I'm just feelin' like my friends must have felt when they went to NYC in their twenties in order to become stars on Broadway (and their stories are the ones that kept me firmly in the facilities management job market).

I'm also feeling very "Wow. Real people who are real writers don't get published. Just go sit in a corner."

I guess I just identify myself as an Aeryn at the moment (pre-Kara Thrace, of course). A clever dilettante who amuses his friends, but had better stick to Lulu or other such PODs. It's all very intimidating.

[identity profile] alg.livejournal.com 2006-04-20 06:43 pm (UTC)(link)
[livejournal.com profile] tnh says:

It could be worse. You could want to be a rock star.

[identity profile] tharain.livejournal.com 2006-04-20 06:44 pm (UTC)(link)
This conversation sucks for my nasal passages.

That and I'm disturbing the people in the next office. Poor them.

[identity profile] pir8fancier.livejournal.com 2006-04-20 06:46 pm (UTC)(link)
They are determined to keep it small so that they don't lose control. I remember talking with an editor at Simon and Schuster about the process to okay a book. How 10 people have to love it. It's book by committee. If the 10th person doesn't love it, it doesn't get published. With my publisher, if the editor likes it (who also happens to be the owner), it gets published.
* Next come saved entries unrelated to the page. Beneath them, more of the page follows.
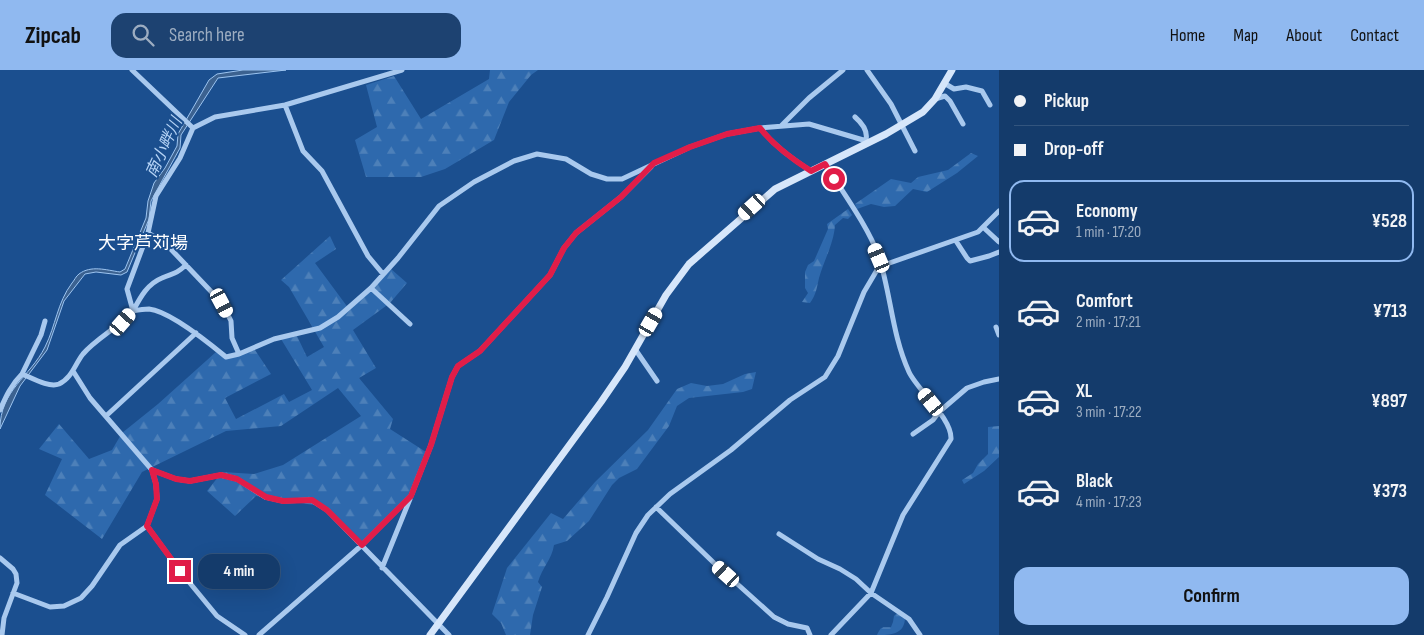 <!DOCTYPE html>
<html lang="en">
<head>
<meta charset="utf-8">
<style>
  :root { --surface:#143b6b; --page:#1d4271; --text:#f1f3f6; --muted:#9dadc1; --line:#33557e; --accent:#90b9f0 }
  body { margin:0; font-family:"Sofia Sans Condensed","Noto Sans JP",sans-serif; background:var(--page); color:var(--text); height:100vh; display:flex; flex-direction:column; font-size:19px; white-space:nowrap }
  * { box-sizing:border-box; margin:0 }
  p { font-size:16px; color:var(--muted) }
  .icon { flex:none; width:28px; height:28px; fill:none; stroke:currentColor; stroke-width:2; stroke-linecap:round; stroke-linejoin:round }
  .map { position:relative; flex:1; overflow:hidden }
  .drawer { display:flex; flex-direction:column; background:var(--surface); width:425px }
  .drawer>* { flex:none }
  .guide { display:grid; align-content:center; height:110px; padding:0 15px; background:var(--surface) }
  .end { position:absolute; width:22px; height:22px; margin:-11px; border:6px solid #e11d48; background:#fff; box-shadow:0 0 0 2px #fff }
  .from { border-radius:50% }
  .bubble { position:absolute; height:35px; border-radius:15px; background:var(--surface); box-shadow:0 5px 20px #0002,0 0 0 1px var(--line); font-size:16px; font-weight:700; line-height:35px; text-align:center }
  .car { position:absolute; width:15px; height:30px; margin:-15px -8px; border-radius:6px; box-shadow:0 0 4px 1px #0007; background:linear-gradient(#fff 24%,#345 0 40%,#fff 0 76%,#345 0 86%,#fff 0) }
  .guide b { display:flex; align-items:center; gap:18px; height:48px; font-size:19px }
  .guide b+b { border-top:1px solid var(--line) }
  .guide i { width:12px; height:12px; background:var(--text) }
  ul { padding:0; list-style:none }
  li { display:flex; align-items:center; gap:15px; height:82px; margin:0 10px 8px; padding:0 5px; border:2px solid transparent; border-radius:15px }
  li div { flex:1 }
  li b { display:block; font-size:19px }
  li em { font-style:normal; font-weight:700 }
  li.current { border-color:var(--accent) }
  li>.icon { width:45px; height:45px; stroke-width:1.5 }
  .primary-button { display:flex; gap:10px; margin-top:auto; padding:10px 15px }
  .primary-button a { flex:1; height:58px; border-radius:15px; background:var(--accent); color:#111; font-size:20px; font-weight:700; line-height:58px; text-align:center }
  header { display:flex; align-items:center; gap:30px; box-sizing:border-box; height:70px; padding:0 25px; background:var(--accent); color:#111 }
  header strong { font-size:24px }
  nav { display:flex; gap:28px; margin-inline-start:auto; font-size:18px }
  .search { width:350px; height:45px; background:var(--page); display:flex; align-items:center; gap:12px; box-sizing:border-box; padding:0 18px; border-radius:15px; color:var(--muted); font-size:19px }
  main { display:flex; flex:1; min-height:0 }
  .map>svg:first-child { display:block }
  .forest { fill:url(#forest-firs) }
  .water { fill:#3c6290; stroke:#9cc4f0 }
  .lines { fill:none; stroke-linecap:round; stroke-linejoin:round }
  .street { stroke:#a9c9ee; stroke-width:5 }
  .secondary { stroke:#d6e6fa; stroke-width:7 }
  .route { stroke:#e11d48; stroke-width:6 }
  .labels { text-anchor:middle; stroke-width:4; stroke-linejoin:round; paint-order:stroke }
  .water-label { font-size:16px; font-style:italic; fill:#b5d3f5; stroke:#1b4f8f }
  .quarter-label { font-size:18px; fill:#fff; stroke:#1b4f8f }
</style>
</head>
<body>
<header>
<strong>Zipcab</strong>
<div class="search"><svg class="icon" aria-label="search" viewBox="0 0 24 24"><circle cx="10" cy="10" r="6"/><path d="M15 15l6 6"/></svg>Search here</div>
<nav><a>Home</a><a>Map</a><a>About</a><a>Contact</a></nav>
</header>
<main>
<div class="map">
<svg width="999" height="565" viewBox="0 0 999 565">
  <defs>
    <pattern id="forest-firs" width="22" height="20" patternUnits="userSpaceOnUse" patternTransform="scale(1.25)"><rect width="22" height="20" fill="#2e69ad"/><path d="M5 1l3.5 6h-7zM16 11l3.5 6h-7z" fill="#4d80b9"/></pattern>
  </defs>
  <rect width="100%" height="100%" fill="#1b4f8f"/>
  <!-- forest -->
  <path class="forest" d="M490,0H538L531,5L509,32L494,70L445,99L421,107H366L355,70L377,57L366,15L394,6L421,49L489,9Z
    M971,83L978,86L957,103L927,122L913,119L895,136L884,137L871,134L857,139L855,134L891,109L911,113L918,107L948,100Z
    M848,139L852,145L848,149L843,148L835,155C834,173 824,190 819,208C817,217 816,225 810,233L802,232L808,223L805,218V202L808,195L814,191L828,159L827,154Z
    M330,166L336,179L315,193L349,239L391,199L407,213L390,233L353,260L376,298L359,308L393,349L390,359L426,382L410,425L362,473L320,436L256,426L235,446L207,421L222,402L254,404L283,395L361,346L338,318L281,356L226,361L142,402L102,469L45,425L62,389L39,379L59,354L89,389L112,380L122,363L158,334L216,282L226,288L255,280L271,304L225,328L236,349L284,324L289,332L312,320L281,269L297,266L307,287L324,277L289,217L281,210Z
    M756,302L752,319L743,322L689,328L677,336L669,356L637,399L619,408L612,415L589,451L567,471L554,475C552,489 542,498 538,512L542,517L533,545L530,565H506L501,553L492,544L507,498L551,443L563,449L595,412L648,360L677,319L691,313L707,316L723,314L745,304Z
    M999,356V387L984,401L964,414L962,410L973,403L978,394L988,384V357Z
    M898,542L905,547C905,565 890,565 877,565C882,555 881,558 891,557L893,552L894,546Z"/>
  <!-- water -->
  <path class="water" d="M243,0H286L218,8L181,65L180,78L151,131L149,149L127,202L121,205L96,202L85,204L64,231L47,280L20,316L0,359C0,320 30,307 45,277C56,255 57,233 72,213C74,211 76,206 79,204C91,195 106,200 120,202L125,199L146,148L148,131L154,113L165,98L177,76L178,64L209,10L217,4Z"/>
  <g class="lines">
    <!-- street -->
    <path class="street" d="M132,0L193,58
      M867,0L891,34L915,81
      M944,13L954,19L966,17L982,21L990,35
      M935,29L945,26L950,31L963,54
      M285,35L303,81L322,101L368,186L383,204
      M855,47C862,53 868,61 866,70
      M781,56L809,28L843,0
      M760,58C774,76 792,89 811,101
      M825,94C842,121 869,158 879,187C891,225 892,265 909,302C918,321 952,348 951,369L903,445L871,523L831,565
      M984,158L999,172
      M148,163L165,173L222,233L231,251L232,268L239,284
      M956,171L967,188L970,191L989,186L999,182
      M881,196L978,162L999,141
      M371,218L410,254
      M133,241L127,219L148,163L156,126L180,88L193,58L215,47L285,35L402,0
      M133,241C140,228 147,214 162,208C173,203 175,205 186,195
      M996,257L999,265
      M635,279L657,311
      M73,301L90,328L152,400L176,409L190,411L221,405L237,409L265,427L283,431L311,430L327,440L449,565
      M22,304L41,265L45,251
      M0,340C6,326 11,315 22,304C32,308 49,318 59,314C72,308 75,294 83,284C97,268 118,258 133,241C138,240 143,239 149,239C169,241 209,273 226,287L239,284L274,269L320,258L338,247L371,218L398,188L439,136L474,112L514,91L537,84L566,89L591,104L607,109H622L690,77L727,64L760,58L809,54L870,72
      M106,346L196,263
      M913,364L933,350L939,342L967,318L984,312L999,309
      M656,437L714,493L774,547L788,554L807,558L810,565
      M147,456L180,501L217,546L245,565
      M779,464L818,489L840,499L856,509L871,523L909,549L920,565
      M0,488L13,499L16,504L17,513L4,548L2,565
      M382,498L410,429
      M13,523L50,537L64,536L81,528L92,516L120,475L147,456L157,429L156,414L152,400
      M259,565L362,475L411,426L431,375L452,307L458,296L480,281L550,205L564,178L576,163L621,127L651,97
      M588,565L607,527L636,463L648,445L670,424L731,380L790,330L825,307L838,286L864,222L877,200L881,198"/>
    <!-- secondary -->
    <path class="secondary" d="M430,565L601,332L625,297L666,225L689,194L775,119L886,64L923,42L935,29L952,0"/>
  </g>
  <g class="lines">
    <!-- route -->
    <path class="route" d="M180,501L147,456L157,429L156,414L152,400L176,409L190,411L221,405L237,409L266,427L283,431L312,430L327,440L362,475L411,426L431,375L452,307L458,296L480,281L550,205L564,178L576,163L621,127L654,93L690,77L727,64L760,58C774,76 792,89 811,101L825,94L834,109"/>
  </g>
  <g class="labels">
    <!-- water labels -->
    <g class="water-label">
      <text transform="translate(163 77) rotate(-65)" y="6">南小畔川</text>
    </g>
    <!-- quarter labels -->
    <g class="quarter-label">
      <text x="143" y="179">大字芦苅場</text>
    </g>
  </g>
</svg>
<i class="end from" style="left:834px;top:109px"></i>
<i class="end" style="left:180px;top:501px"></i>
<div class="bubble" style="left:198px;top:484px;width:82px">4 min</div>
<i class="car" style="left:752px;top:137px;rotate:228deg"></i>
<i class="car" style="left:879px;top:188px;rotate:337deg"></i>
<i class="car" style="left:222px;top:233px;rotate:152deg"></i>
<i class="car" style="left:123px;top:252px;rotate:41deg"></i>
<i class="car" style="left:651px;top:252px;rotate:30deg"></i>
<i class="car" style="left:931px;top:332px;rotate:321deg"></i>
<i class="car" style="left:726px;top:504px;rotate:312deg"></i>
</div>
<section class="drawer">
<div class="guide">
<b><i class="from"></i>Pickup</b>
<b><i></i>Drop-off</b>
</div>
<ul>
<li class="current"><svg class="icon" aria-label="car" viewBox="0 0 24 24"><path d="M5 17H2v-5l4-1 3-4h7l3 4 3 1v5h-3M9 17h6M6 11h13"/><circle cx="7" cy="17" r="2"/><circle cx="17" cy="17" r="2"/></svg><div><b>Economy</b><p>1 min · 17:20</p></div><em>¥528</em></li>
<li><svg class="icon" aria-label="car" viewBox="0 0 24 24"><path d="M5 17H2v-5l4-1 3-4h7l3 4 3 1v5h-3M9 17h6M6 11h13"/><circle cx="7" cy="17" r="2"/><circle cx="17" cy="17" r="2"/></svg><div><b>Comfort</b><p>2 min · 17:21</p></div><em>¥713</em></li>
<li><svg class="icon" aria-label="car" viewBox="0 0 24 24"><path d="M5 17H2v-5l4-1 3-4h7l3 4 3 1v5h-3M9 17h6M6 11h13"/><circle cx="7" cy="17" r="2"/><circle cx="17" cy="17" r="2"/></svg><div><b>XL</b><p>3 min · 17:22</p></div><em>¥897</em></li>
<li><svg class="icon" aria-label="car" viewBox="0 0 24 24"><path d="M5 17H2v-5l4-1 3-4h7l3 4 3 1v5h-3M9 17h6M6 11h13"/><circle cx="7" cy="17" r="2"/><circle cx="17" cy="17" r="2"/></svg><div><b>Black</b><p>4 min · 17:23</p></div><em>¥373</em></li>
</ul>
<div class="primary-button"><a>Confirm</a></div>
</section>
</main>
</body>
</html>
They run it for love, not money. Lucky them.

Has the romance mid-list gone through the same hell as the mystery mid-list? I have a friend who was cut from Bantam because she sold through only 40,000 paperbacks. ONLY 40,000! Wow. I would be doing handsprings if my books did that well, but it wasn't good enough for her. They cut her.

[identity profile] alg.livejournal.com 2006-04-20 06:47 pm (UTC)(link)
Ahahahaha. I have no pity.

I do want to be a rock star. But I cannot play an instrument worth a damn, nor can I sing, and the grunge movement is over. So if you feel frustrated, just think of me -- I will never fulfill my dream career EVER.

[identity profile] alg.livejournal.com 2006-04-20 06:49 pm (UTC)(link)
ALL midlist has gone through the same cuts. ALL of it. Mystery, SF, fantasy, westerns, romance, etc. The difference is in the numbers.

(Frankly, the above doesn't sound very plausible. A 40,000 sell through is good -- unless you printed 200,000 copies of the book, which I doubt it did.

A 40,000 print run is what is not good.)

[identity profile] tharain.livejournal.com 2006-04-20 06:52 pm (UTC)(link)
Oh, noooooooooooooo. You, too can be a star! It's all about the Podcasts, woman. Get the mp3 files, a microphone, some software, and you too can be an online rockstar. I even have a DVD (live) and a studio recorded piece.

Tiffany made her one hit wonderdom workin' the mall circuit...

Wo. A very cute guy just walked by. Brain fuse.

...so you can do it online.

Or, as an alternative, American Idol, that insulting, agist darling of a television show.

[identity profile] elvesforeyes.livejournal.com 2006-04-20 06:56 pm (UTC)(link)
In Crichton is an Idiot, does the main character fall in love with a male/female dinosaur and make sweet, lizardy babies? I'd buy it. I'd read it. I'd sleep next to it.